One day, in Queen Street, Maurice said, in an abrupt, conscientious way, "You were right about Fanny Knocker—she's a remarkably clever and a thoroughly nice girl; a fellow can really talk with her. But oh, mother!"

"Well, my dear?"

The young man's face wore a strange smile. "Oh, mother!" he expressively, quite tragically repeated. "But it's all right!" he presently added, in a different tone, and Lady Greyswood was reassured. This confidence, however, received a shock a little later, on the evening of a day that had been intensely hot. A torrid wave had passed over London, and in the suffocating air the pleasures of the season had put on a purple face. Lady Greyswood, whose own fine lowness of tone no temperature could affect, knew, in her bedimmed drawing-room, exactly the detail of her son's engagements.

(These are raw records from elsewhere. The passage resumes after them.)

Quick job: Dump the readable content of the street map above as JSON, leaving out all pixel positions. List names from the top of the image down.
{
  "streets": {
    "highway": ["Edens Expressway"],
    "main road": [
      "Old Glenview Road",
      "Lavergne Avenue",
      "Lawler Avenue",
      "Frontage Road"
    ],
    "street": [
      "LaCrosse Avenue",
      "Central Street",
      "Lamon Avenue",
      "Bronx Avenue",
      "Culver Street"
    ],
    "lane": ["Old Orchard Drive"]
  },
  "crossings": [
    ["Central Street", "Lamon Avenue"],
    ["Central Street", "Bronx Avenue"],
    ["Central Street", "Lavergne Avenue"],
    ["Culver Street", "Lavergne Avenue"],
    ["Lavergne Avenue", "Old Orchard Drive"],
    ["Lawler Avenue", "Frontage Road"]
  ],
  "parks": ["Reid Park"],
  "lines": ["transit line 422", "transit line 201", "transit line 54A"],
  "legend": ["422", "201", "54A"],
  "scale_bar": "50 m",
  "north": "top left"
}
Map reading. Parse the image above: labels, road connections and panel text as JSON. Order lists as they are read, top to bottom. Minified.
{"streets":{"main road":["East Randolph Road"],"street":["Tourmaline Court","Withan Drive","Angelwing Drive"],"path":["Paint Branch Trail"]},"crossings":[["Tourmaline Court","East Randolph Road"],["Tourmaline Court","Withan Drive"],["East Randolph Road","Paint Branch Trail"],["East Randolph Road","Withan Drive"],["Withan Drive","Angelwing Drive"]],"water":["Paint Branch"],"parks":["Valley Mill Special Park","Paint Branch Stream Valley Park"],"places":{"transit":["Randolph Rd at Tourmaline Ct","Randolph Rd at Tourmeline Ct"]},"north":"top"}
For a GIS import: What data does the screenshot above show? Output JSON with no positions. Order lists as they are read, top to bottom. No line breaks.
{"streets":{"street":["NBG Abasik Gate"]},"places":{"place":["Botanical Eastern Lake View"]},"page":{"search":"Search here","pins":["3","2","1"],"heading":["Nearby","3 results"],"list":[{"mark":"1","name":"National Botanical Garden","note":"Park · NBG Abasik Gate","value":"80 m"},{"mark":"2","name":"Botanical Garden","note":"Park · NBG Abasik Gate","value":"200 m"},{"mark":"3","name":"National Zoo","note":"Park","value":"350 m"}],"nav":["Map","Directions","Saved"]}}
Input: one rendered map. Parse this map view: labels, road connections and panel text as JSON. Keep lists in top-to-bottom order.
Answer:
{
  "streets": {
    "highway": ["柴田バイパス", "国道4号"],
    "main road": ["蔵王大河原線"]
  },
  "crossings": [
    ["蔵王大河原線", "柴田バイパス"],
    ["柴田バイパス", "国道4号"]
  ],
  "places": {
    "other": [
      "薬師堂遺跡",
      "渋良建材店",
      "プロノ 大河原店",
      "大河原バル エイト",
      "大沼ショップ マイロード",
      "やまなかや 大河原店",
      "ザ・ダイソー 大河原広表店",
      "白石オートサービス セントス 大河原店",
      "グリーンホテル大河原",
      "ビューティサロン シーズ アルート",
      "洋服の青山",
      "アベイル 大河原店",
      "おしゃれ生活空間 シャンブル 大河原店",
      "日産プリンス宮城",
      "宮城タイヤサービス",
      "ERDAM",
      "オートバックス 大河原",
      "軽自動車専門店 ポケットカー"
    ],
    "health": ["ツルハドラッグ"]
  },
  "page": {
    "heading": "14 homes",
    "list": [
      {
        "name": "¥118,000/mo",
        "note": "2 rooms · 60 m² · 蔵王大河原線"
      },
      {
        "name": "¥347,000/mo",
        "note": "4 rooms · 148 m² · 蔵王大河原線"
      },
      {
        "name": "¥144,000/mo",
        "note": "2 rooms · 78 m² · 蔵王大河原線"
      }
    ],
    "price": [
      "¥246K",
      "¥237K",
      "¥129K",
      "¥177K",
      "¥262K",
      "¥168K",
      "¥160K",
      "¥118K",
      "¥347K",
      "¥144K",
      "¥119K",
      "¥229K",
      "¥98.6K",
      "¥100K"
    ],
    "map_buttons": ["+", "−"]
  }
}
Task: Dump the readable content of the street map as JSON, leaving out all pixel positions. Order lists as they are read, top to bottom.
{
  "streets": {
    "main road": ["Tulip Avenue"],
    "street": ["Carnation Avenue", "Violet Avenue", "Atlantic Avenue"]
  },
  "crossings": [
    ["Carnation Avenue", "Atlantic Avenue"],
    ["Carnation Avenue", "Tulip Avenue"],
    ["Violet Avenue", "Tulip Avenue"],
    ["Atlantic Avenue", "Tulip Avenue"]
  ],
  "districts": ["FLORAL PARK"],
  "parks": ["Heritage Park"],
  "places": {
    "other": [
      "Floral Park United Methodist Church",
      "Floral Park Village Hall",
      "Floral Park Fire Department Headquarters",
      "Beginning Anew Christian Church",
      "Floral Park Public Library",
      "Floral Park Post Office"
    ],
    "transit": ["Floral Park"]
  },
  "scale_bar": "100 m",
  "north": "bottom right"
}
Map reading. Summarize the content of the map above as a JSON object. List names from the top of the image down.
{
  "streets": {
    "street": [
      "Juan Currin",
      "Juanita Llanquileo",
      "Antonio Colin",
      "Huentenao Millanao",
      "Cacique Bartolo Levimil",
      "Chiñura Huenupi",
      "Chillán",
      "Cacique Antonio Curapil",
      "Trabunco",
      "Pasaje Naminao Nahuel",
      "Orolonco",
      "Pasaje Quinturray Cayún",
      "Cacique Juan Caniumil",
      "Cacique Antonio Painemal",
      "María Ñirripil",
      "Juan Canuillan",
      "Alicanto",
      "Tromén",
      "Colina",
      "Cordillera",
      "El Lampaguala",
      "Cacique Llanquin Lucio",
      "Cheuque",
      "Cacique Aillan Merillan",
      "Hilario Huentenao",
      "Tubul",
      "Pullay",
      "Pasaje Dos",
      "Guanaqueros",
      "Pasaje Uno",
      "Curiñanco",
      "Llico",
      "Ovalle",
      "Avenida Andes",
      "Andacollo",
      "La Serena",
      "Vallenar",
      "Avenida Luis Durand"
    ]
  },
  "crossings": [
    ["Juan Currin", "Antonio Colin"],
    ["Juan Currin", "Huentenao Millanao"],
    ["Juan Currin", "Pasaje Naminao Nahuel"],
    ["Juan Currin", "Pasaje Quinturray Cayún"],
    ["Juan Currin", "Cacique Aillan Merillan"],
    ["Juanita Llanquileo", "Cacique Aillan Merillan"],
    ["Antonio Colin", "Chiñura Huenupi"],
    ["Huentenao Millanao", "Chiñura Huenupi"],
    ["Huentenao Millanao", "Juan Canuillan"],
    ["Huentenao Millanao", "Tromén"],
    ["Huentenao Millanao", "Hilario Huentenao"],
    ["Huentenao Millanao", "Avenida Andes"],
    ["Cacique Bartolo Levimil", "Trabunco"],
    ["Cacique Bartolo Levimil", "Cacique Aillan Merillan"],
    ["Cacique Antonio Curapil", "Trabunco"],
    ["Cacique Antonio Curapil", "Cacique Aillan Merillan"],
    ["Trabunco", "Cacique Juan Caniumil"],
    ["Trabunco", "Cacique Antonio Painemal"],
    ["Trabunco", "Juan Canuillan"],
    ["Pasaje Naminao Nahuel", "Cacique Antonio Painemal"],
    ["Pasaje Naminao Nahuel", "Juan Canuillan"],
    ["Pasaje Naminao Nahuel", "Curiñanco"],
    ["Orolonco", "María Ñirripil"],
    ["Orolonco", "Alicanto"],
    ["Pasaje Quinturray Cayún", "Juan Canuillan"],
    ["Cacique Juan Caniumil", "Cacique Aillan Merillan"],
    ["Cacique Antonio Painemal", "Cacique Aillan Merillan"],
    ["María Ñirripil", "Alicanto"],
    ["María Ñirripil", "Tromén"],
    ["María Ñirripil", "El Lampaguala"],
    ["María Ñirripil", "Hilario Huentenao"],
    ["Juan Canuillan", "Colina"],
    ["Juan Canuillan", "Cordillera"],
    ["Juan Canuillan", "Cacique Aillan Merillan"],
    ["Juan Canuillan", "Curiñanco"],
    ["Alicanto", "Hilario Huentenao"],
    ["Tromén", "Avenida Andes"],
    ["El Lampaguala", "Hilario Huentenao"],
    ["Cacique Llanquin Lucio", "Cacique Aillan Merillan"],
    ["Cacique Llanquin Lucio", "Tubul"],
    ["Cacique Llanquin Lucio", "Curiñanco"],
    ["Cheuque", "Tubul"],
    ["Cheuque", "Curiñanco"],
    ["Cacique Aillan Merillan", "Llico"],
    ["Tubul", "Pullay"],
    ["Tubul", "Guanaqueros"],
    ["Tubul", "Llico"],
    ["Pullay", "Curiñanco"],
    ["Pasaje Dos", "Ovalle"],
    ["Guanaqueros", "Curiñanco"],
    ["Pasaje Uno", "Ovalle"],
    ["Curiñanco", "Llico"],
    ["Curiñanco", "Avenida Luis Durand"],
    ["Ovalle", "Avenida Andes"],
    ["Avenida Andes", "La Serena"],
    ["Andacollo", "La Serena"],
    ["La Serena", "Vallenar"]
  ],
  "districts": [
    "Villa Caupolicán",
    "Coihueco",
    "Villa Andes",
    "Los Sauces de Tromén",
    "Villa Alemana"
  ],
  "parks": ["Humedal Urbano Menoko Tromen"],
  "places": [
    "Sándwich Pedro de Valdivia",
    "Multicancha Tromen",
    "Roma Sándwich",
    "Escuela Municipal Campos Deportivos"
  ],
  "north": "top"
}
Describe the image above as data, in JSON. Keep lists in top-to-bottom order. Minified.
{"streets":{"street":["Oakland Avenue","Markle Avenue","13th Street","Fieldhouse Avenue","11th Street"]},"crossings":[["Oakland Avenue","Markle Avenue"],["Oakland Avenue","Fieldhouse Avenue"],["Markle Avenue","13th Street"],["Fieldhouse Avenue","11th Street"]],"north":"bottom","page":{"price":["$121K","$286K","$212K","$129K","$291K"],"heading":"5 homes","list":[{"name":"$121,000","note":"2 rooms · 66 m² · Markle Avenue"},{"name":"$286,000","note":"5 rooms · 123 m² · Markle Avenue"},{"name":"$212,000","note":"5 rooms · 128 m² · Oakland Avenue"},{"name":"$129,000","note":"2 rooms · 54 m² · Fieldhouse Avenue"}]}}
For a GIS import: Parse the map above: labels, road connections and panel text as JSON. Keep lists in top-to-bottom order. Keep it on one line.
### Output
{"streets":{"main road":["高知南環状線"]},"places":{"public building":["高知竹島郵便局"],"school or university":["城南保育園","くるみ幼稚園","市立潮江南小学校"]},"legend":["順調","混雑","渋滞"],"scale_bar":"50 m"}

She pitied him—she had managed to keep clear; she had in particular a vision of a distribution of prizes, by one of the princesses, at a big horticultural show; she saw the sweltering starers (and at what, after all?) under a huge glass roof, while there passed before her, in a blur of crimson, the glimpse of uncomfortable cheeks under an erratic white bonnet, together also with the sense that some of Jane Knocker's ideas of pleasure were of the oddest (she had such lacunes), and some of the ordeals to which she exposed poor Fanny singularly ill-chosen. Maurice came in, perspiring but pale, (nothing could make him ugly!) to dress for dinner; and though he was in a great hurry, he found time to pant: "Oh, mother, what I'm going through for you!"

"Do you mean rushing about so—in this weather? We shall have a change to night."

"I hope so! There are people for whom it doesn't do at all; ah, not a bit!" said Maurice, with a laugh that she didn't fancy. But he went up-stairs before she could think of anything to reply, and after he had dressed, he passed out without speaking to her again. The next morning, on entering her room, her maid mentioned, as a delicate duty, that Mr. Glanvil, whose door stood wide open, and whose bed was untouched, had apparently not yet come in. While, however, her ladyship was in the first freshness of meditation on this singular fact, the morning's letters were brought up, and as it happened that the second envelope she glanced at was addressed in Maurice's hand, she was quickly in possession of an explanation still more startling than his absence. He wrote from a club, at nine o'clock the previous evening, to announce that he was taking the night train for the Continent. He hadn't dressed for dinner, he had dressed otherwise, and having stuffed a few things with surreptitious haste into a Gladstone bag, had slipped unperceived out of the house and into a hansom. He had sent to Ennismore Gardens, from his club, an apology—a request he should not be waited for; and now he should just have time to get to Charing Cross. He was off he didn't know where, but he was off he did know why. "You'll know why, dear mother, too, I think," this wonderful communication continued; "you'll know why, because I haven't deceived you. I've done what I could, but I've broken down. I felt to-day that it was no use; there was a moment, at that beastly exhibition, when I saw it, when the question was settled. The truth rolled over me in a stifling wave. After that I made up my mind there was nothing to do but to bolt. I meant to put it off till to-morrow, and to tell you first; but while I was dressing to-day it struck me irresistibly that my true course is to break now—never to enter the house or go near her again. I was afraid of a scene with you about this. I haven't uttered a word of 'love' to her (Heaven save us!), but my position this afternoon became definitely false, and that fact prescribes the course I am taking. You shall hear from me again in a day or two. I have the greatest regard for her, but I can't bear to look at her. I don't care a bit for money, but, hang it, I must have beauty! Please send me twenty pounds, poste restante, Boulogne."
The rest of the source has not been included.